#### [Your objective]
Word for word, transcribe the data below from the line with "display:block; font-size:70px; line-height:85px" to the line with "fill:#001832; stroke:#445568; stroke-width:2.5;", keeping both of those lines.

══ Available records

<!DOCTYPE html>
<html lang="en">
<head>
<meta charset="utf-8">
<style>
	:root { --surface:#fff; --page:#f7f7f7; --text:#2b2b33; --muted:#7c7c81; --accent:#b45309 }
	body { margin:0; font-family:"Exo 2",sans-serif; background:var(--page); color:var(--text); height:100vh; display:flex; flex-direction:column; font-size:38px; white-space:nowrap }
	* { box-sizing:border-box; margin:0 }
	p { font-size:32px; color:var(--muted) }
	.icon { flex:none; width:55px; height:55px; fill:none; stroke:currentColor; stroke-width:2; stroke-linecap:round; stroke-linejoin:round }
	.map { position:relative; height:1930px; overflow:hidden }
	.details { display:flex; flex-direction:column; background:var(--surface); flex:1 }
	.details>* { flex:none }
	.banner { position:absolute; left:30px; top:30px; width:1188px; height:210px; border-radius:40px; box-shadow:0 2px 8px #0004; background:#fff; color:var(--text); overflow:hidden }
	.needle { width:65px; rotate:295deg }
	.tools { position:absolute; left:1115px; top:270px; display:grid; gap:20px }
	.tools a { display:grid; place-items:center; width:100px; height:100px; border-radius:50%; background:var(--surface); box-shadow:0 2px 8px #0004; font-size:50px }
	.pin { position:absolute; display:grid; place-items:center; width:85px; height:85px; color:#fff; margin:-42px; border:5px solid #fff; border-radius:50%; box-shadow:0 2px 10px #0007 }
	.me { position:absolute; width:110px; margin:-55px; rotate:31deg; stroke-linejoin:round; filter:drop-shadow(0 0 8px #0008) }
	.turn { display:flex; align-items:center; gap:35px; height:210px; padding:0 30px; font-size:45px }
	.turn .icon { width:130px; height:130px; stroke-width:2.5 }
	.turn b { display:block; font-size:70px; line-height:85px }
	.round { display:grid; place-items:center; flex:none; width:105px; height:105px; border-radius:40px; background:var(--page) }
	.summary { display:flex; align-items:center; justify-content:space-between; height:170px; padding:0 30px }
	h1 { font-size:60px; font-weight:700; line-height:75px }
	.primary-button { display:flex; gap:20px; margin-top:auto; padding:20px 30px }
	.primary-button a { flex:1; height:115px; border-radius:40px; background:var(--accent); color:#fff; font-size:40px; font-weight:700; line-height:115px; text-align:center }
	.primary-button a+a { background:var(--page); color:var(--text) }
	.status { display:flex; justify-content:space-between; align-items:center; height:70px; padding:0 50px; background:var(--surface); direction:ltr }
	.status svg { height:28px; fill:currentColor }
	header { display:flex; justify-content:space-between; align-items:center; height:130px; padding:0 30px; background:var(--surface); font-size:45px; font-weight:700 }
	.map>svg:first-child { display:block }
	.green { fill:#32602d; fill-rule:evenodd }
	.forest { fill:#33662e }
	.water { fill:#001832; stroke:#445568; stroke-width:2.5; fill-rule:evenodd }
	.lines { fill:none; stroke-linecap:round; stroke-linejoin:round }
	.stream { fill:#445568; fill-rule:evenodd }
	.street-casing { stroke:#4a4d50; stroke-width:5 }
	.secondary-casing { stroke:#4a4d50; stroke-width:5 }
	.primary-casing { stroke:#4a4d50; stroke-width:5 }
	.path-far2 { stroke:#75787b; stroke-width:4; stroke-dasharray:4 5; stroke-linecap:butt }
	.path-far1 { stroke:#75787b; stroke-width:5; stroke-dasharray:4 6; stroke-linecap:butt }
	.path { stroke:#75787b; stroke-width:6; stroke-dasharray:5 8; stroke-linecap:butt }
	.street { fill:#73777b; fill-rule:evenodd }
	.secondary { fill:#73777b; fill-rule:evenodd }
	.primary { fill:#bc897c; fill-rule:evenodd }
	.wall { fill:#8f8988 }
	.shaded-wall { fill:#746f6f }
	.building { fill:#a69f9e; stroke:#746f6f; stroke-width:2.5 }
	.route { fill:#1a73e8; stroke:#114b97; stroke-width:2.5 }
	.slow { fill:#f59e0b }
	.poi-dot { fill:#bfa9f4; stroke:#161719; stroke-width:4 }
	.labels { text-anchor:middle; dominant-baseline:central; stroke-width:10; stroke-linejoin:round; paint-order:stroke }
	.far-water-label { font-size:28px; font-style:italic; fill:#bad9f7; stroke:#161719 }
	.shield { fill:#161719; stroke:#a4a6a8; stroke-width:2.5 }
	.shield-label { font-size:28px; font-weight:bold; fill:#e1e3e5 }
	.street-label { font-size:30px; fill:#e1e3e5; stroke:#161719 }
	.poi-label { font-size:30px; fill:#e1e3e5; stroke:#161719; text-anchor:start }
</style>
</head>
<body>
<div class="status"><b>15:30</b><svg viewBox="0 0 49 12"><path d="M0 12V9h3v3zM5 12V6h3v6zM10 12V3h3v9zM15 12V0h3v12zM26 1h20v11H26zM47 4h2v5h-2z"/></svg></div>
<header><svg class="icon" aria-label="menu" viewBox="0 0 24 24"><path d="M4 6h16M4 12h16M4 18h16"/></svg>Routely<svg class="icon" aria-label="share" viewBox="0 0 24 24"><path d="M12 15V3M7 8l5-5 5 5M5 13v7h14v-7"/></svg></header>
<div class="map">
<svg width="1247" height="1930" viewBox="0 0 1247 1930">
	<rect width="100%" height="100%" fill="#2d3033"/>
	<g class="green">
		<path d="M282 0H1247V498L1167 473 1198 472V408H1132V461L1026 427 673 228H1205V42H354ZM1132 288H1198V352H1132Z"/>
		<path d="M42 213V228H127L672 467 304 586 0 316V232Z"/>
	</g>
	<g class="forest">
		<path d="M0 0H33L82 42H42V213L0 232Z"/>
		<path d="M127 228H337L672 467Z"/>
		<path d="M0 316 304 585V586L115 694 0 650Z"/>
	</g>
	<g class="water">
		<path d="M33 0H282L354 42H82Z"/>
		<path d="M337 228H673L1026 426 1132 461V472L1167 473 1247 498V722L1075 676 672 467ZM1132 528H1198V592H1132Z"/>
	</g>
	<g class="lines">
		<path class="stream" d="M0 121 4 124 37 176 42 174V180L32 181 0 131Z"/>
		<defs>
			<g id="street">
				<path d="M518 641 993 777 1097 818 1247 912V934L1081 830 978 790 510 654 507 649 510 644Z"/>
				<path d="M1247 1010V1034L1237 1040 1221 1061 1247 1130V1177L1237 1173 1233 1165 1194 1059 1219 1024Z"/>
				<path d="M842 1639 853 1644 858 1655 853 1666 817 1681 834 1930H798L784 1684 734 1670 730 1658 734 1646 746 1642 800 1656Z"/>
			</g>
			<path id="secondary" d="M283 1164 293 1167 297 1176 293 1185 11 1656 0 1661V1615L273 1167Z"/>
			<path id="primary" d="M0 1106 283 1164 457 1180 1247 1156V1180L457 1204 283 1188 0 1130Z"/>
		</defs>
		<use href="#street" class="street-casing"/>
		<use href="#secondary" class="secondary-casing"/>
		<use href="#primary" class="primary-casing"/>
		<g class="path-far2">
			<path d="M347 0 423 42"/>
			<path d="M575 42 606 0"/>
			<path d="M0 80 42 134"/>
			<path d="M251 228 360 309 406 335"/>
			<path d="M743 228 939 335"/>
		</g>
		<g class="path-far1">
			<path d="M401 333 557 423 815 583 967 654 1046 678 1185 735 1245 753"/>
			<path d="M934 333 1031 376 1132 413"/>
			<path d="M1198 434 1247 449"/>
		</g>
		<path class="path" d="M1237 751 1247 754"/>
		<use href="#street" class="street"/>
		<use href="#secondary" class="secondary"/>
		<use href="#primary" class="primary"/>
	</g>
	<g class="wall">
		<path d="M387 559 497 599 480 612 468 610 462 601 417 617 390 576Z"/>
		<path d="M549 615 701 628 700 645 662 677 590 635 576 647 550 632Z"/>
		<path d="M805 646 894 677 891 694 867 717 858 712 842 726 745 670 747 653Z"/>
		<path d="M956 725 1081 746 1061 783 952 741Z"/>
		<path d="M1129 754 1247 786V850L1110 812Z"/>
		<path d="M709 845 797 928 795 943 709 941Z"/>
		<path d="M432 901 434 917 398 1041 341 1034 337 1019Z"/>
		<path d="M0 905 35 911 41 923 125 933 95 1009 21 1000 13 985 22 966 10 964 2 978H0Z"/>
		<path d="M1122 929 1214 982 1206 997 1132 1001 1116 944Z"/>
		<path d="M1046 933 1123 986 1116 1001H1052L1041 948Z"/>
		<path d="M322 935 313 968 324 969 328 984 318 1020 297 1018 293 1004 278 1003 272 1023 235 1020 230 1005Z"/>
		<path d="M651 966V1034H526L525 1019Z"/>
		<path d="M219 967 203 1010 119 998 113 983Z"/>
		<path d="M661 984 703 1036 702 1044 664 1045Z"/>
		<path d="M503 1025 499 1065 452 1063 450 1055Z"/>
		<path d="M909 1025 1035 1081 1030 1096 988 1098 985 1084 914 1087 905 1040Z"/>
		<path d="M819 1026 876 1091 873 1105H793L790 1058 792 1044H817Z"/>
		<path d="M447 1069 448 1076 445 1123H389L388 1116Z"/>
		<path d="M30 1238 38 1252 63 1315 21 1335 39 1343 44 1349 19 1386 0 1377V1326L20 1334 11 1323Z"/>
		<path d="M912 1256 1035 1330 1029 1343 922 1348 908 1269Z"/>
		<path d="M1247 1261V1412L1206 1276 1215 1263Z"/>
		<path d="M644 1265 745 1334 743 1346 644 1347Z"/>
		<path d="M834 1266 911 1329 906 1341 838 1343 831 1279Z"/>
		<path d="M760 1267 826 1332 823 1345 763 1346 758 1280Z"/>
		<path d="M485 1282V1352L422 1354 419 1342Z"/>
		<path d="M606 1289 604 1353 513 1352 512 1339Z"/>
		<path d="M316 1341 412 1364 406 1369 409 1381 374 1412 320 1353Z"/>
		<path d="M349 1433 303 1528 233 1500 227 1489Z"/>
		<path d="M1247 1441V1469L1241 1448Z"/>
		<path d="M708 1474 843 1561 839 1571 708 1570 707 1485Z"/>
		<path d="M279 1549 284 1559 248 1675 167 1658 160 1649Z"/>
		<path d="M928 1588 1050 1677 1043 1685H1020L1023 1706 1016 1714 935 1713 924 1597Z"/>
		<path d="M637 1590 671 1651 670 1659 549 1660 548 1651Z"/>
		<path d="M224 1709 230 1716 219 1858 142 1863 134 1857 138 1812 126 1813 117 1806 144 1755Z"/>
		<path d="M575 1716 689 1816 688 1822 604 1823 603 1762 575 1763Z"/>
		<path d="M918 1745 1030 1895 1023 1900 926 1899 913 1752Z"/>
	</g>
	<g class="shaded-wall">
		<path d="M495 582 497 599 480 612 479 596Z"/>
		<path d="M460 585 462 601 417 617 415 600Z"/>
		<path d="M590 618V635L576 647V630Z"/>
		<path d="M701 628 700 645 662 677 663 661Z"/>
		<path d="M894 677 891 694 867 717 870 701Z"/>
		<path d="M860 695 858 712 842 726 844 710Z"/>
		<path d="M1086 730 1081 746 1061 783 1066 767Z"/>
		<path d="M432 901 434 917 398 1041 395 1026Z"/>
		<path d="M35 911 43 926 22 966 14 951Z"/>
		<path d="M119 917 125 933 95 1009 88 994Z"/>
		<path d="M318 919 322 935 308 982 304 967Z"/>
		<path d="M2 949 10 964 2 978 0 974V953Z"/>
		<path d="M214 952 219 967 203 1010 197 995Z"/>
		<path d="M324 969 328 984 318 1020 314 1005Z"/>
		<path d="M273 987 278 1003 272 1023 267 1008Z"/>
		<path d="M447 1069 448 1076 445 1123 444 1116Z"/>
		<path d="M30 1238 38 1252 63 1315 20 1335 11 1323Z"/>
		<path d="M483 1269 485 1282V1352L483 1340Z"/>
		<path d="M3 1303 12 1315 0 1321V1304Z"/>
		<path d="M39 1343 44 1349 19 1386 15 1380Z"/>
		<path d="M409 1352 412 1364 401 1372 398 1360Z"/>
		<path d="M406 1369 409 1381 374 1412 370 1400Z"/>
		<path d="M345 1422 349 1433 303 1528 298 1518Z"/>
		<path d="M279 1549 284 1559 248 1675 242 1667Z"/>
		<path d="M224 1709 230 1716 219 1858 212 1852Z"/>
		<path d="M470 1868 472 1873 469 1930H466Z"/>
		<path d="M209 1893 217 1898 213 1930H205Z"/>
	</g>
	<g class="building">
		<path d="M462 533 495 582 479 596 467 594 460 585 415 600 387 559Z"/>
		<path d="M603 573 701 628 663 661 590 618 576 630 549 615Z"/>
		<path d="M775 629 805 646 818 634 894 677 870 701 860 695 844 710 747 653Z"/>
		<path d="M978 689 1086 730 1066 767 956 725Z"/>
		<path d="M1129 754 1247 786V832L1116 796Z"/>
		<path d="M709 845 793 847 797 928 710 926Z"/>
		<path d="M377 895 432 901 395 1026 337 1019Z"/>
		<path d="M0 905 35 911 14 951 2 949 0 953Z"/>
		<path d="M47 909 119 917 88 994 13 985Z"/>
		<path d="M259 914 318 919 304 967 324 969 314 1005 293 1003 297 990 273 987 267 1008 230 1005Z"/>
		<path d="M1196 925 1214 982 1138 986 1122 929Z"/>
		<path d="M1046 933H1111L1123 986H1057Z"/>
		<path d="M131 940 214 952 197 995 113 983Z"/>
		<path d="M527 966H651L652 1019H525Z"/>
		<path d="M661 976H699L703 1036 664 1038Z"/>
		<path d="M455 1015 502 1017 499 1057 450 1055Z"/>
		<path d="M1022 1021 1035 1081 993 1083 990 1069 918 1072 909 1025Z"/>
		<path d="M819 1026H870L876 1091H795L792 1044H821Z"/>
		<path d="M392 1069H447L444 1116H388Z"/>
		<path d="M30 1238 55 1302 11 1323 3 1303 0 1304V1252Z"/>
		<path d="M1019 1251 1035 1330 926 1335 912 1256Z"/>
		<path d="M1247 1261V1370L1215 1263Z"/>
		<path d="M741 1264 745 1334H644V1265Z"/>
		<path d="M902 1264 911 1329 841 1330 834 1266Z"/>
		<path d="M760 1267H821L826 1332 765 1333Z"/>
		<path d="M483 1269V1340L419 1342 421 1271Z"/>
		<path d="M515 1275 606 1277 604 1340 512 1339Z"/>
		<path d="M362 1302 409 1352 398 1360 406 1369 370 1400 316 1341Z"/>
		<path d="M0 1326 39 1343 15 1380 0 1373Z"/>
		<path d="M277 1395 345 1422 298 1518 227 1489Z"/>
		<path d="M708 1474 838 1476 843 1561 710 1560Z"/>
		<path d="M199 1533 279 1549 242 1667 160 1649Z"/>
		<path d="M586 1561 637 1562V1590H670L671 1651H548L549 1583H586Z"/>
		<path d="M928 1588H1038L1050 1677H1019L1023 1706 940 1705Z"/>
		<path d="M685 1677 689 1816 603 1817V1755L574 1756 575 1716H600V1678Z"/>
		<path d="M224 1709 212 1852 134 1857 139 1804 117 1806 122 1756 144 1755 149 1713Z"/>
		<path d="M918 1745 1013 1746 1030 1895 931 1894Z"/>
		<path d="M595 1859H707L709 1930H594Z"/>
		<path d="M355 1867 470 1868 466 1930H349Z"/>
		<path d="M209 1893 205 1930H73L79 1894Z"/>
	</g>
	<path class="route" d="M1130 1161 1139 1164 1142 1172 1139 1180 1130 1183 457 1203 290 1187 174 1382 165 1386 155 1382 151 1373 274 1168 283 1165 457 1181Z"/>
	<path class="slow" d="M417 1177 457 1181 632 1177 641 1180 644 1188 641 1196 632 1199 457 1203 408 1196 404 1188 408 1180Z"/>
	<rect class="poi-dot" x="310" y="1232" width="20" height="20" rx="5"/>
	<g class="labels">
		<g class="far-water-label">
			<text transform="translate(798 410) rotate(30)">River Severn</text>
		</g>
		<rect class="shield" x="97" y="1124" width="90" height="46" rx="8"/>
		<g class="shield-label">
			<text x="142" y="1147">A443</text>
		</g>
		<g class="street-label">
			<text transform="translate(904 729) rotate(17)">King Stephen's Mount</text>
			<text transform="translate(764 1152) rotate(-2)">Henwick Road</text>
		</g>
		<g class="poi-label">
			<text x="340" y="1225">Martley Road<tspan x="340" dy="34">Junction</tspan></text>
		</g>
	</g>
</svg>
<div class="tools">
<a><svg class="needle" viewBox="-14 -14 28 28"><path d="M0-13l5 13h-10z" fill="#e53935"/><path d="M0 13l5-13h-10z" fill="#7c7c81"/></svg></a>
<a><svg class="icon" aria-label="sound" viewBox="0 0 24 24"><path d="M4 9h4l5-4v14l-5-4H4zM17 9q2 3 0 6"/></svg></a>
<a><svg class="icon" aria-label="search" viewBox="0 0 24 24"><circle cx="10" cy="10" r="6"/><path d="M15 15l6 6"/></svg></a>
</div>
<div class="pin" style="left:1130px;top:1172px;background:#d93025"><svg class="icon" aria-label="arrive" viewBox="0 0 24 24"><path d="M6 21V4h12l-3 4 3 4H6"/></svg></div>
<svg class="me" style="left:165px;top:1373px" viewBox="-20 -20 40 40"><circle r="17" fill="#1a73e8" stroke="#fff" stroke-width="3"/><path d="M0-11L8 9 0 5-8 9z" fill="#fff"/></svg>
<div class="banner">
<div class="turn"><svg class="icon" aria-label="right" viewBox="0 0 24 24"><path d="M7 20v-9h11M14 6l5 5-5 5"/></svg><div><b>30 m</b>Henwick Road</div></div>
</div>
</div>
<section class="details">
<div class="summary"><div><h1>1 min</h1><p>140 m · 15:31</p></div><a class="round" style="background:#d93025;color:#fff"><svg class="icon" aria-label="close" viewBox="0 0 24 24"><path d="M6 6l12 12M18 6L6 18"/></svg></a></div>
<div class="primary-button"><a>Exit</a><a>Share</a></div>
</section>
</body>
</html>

════

#### [Written answer]
	.turn b { display:block; font-size:70px; line-height:85px }
	.round { display:grid; place-items:center; flex:none; width:105px; height:105px; border-radius:40px; background:var(--page) }
	.summary { display:flex; align-items:center; justify-content:space-between; height:170px; padding:0 30px }
	h1 { font-size:60px; font-weight:700; line-height:75px }
	.primary-button { display:flex; gap:20px; margin-top:auto; padding:20px 30px }
	.primary-button a { flex:1; height:115px; border-radius:40px; background:var(--accent); color:#fff; font-size:40px; font-weight:700; line-height:115px; text-align:center }
	.primary-button a+a { background:var(--page); color:var(--text) }
	.status { display:flex; justify-content:space-between; align-items:center; height:70px; padding:0 50px; background:var(--surface); direction:ltr }
	.status svg { height:28px; fill:currentColor }
	header { display:flex; justify-content:space-between; align-items:center; height:130px; padding:0 30px; background:var(--surface); font-size:45px; font-weight:700 }
	.map>svg:first-child { display:block }
	.green { fill:#32602d; fill-rule:evenodd }
	.forest { fill:#33662e }
	.water { fill:#001832; stroke:#445568; stroke-width:2.5; fill-rule:evenodd }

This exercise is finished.